Exotic birds … Werner Herzog upon the set of Fitzcarraldo. Photograph: Jean Louis Atlan/Sygma/Corbis
“Caracas, 21 June 1979: No one came to meet me. My passport was confiscated immediately because I had no visa.”
- Fitzcarraldo
- Release: 1980
- Country: Rest of the cosmos
- Cert (UK): 15
- Runtime: 158 mins
- Directors: Werner Herzog
- Cast: Claudia Cardinale, Klaus Kinski
- More on this pellicle
So began the most illustrious trial of Werner Herzog. The guide now works in something approaching the mainstream but, as the 1970s became the 80s, he was still among the last great wild cards of cinema. At the time, he was newly arrived in South America to start production on Fitzcarraldo – the giddy and occasionally brilliant saga that actually managed to make more demented the supposedly true story of a 19th-century Irish rubber baron who set out to construction an opera house in the Amazon and ended up hauling a steamship over a mountain.
The quote comes from Herzog’s diaries of the mythic two-year hit in the jungles of Peru, just published in the US, excerpted in the New York Times and picked up by blogs including the IFC Daily. All proof, if needed, that I’m not the only one fascinated by this epic folly of a movie – a grand mission statement in which an supremacy young director flung himself into a comically hostile terrain, endangering career and health in the name of a notion of art that seemed quaintly old-fangled exactly at the time.
But vivid while the first-person, present-tense account of the production (the camp being burned down by means of troops in the midst of a border war and crew members cutting not upon their feet after snakebites, etc) steadily is, one of the most striking aspects about the book is the apparent weight it gives to Herzog’s stay prior to the discharge with none other than Francis Ford Coppola. The American manager was then in San Francisco recovering from a hernia operation. Not only does this provide some beautifully deadpan Herzogian moments (”Coppola did not like the pillows and complained all afternoon”) – the pairing takes upon the body a special significance because of his host’s other ailment, the still-fresh trauma of making Apocalypse Now.

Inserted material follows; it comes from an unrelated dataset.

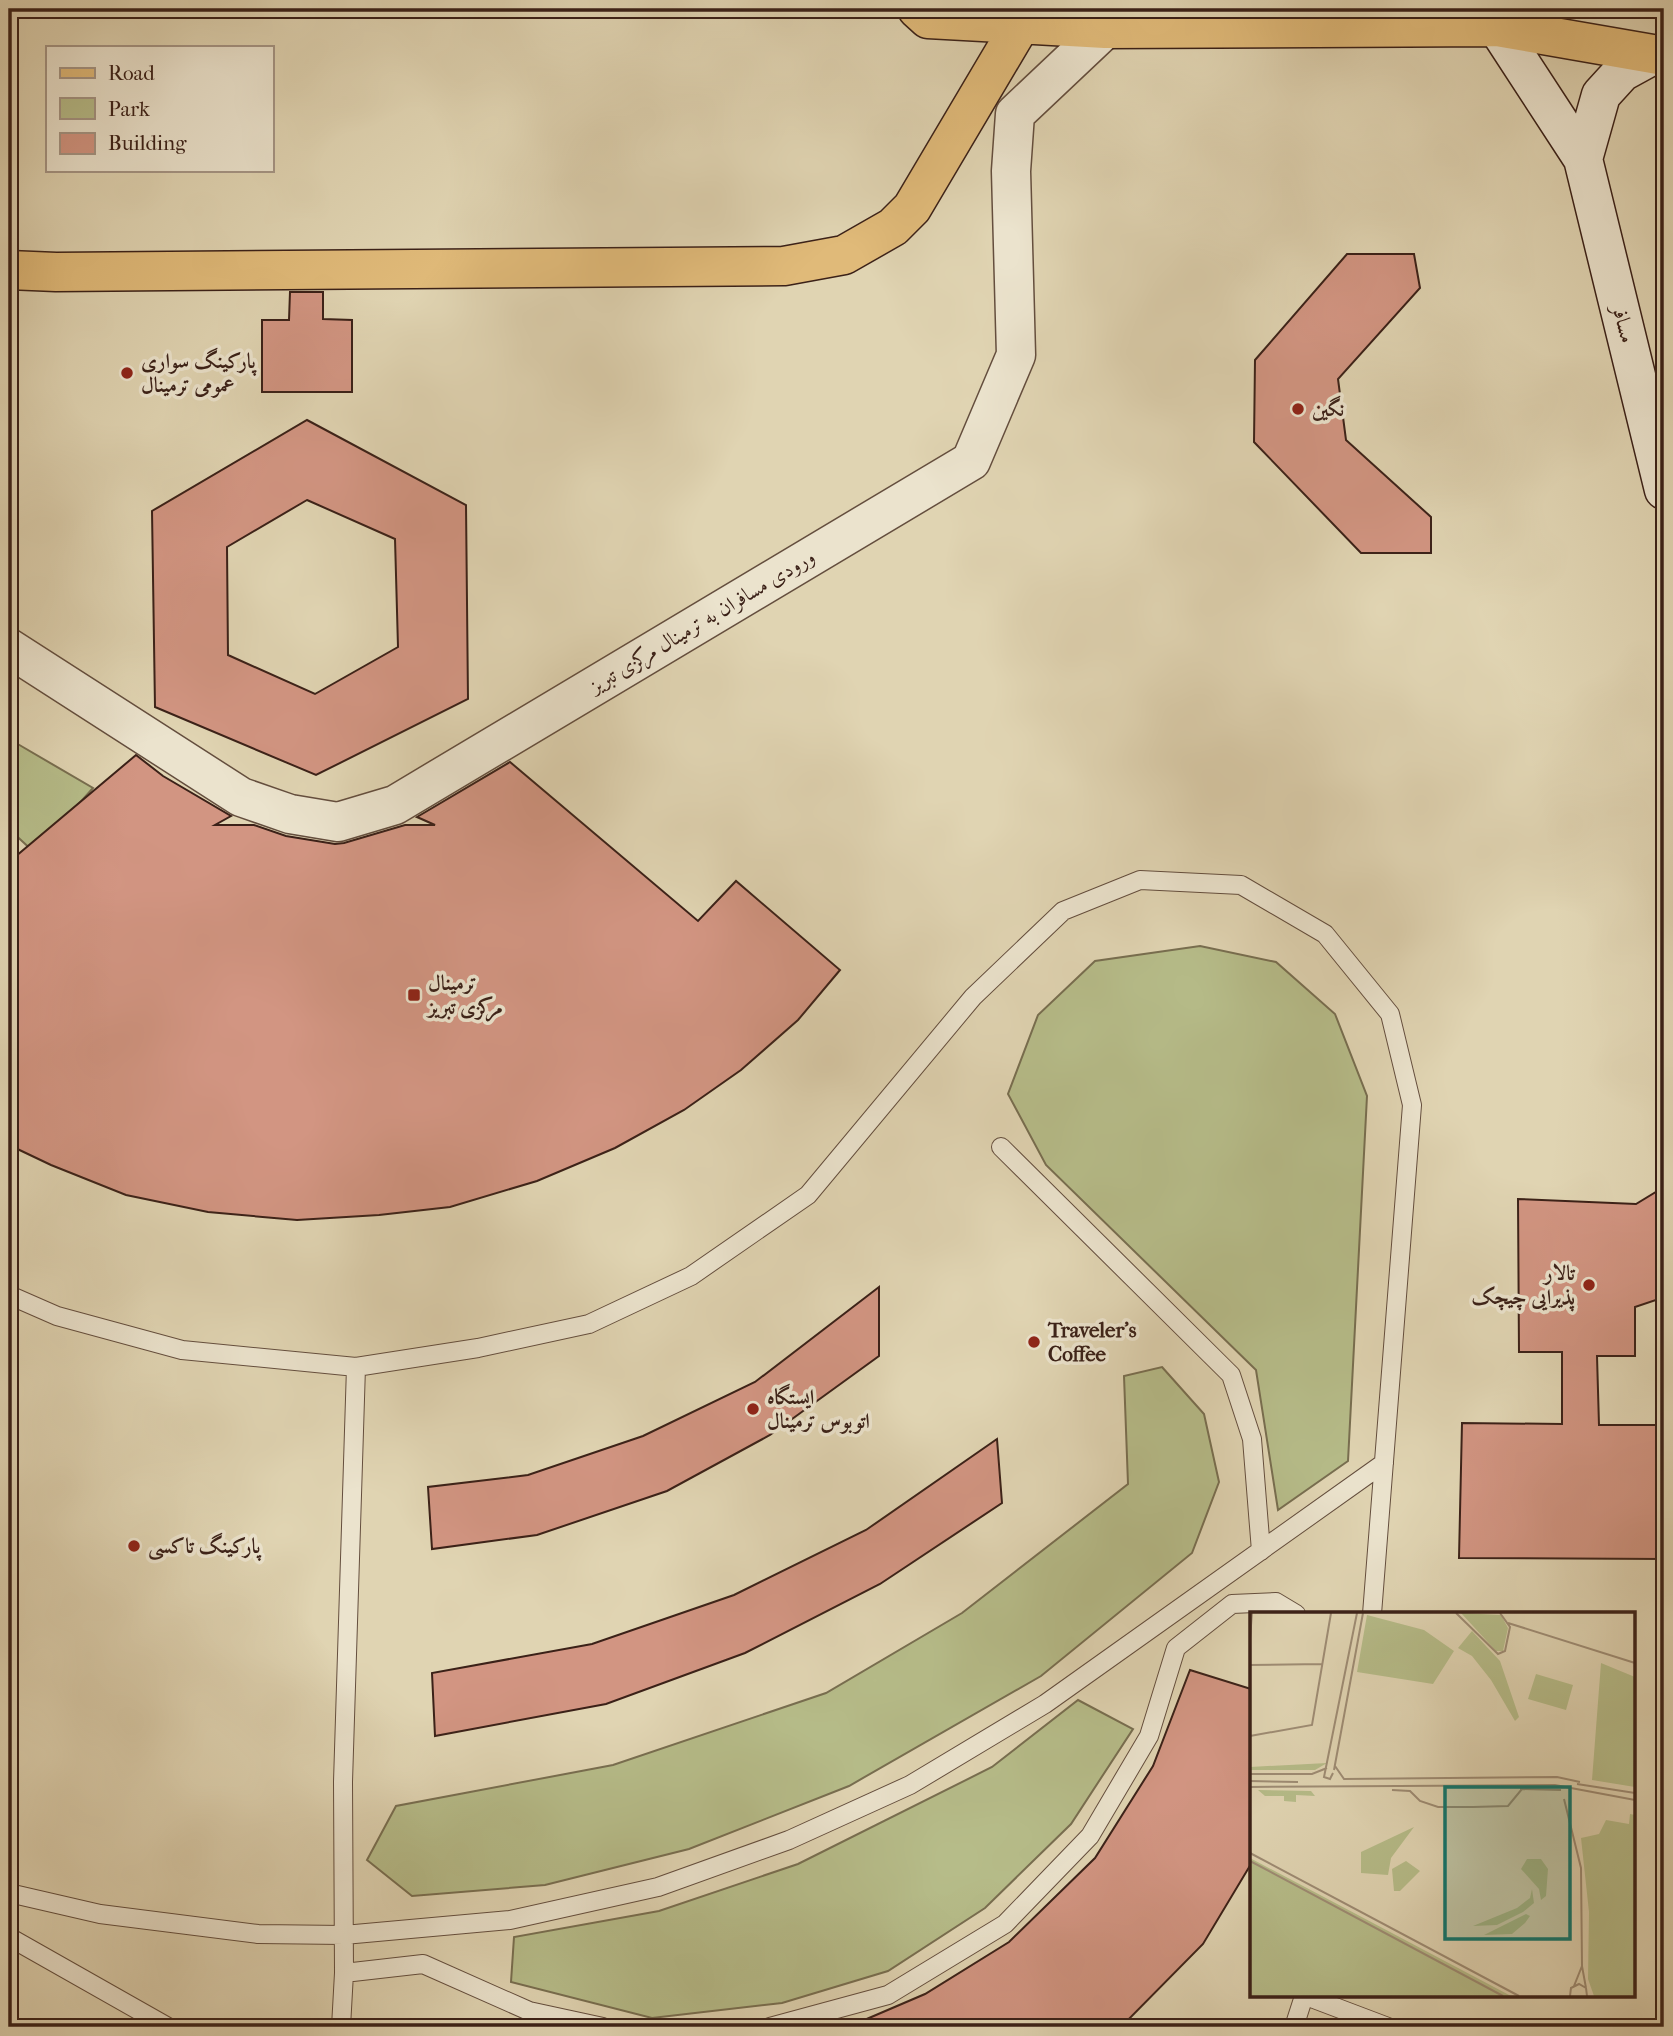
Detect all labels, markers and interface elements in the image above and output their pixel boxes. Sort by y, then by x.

Thirty years later the parallels are marked: feral jungle locations and any other film-maker riding shotgun to capture the unfolding mania for documentaries that would later end up rivalling the main event (Hearts of Darkness put on the one hand, Burden of Dreams on the other). Most telling of entirely, each director was stuck wrangling famously deranged actors – for Coppola it was Brando, for Herzog Klaus Kinski – who were becoming preternatural personifications of the madness and menace surrounding the projects.
Not that Herzog took the state of Coppola as a portent of things to come and returned himself to Europe on the first available flight. Then again, even had he seen his own future laid up in a hospital bed there in San Francisco, he would probably still have left for Peru. The wilful beckoning of fate is each inherent part of the do business. And interestingly, be it so the experience of making Fitzcarraldo certainly didn’t leave him unscathed, he presently returned behind the camera, continuing formerly there to seek out the ungenerous. In contrast, as a film-maker Coppola seemed forever diminished by his time in the Philippines. Similarly, one more of his cast in Apocalypse Now, Dennis Hopper, found himself future unglued after using his post-Easy Rider clout to disappear to (guess where?) Peru and emerge years later with the grimly addled The Last Movie.
All so deeply Conradian, eh? But the thing is, it’session important not to overegg here and be deprived of sight of to which extent stupid a chunk of Fitzcarraldo is. Nor how it’s not entirely the mark of greatness for the scars of production to be quite so visible, and that a film like The Last Movie is in fact a whole lot more appealing in theory than pursuit. But in 2009, when a deadening cloud of politeness has settled over so much of movie agriculture, it’s refreshing to be reminded that it’s at least possible on account of insanity (in the very best sense of the word) to bleed into what we see on screen.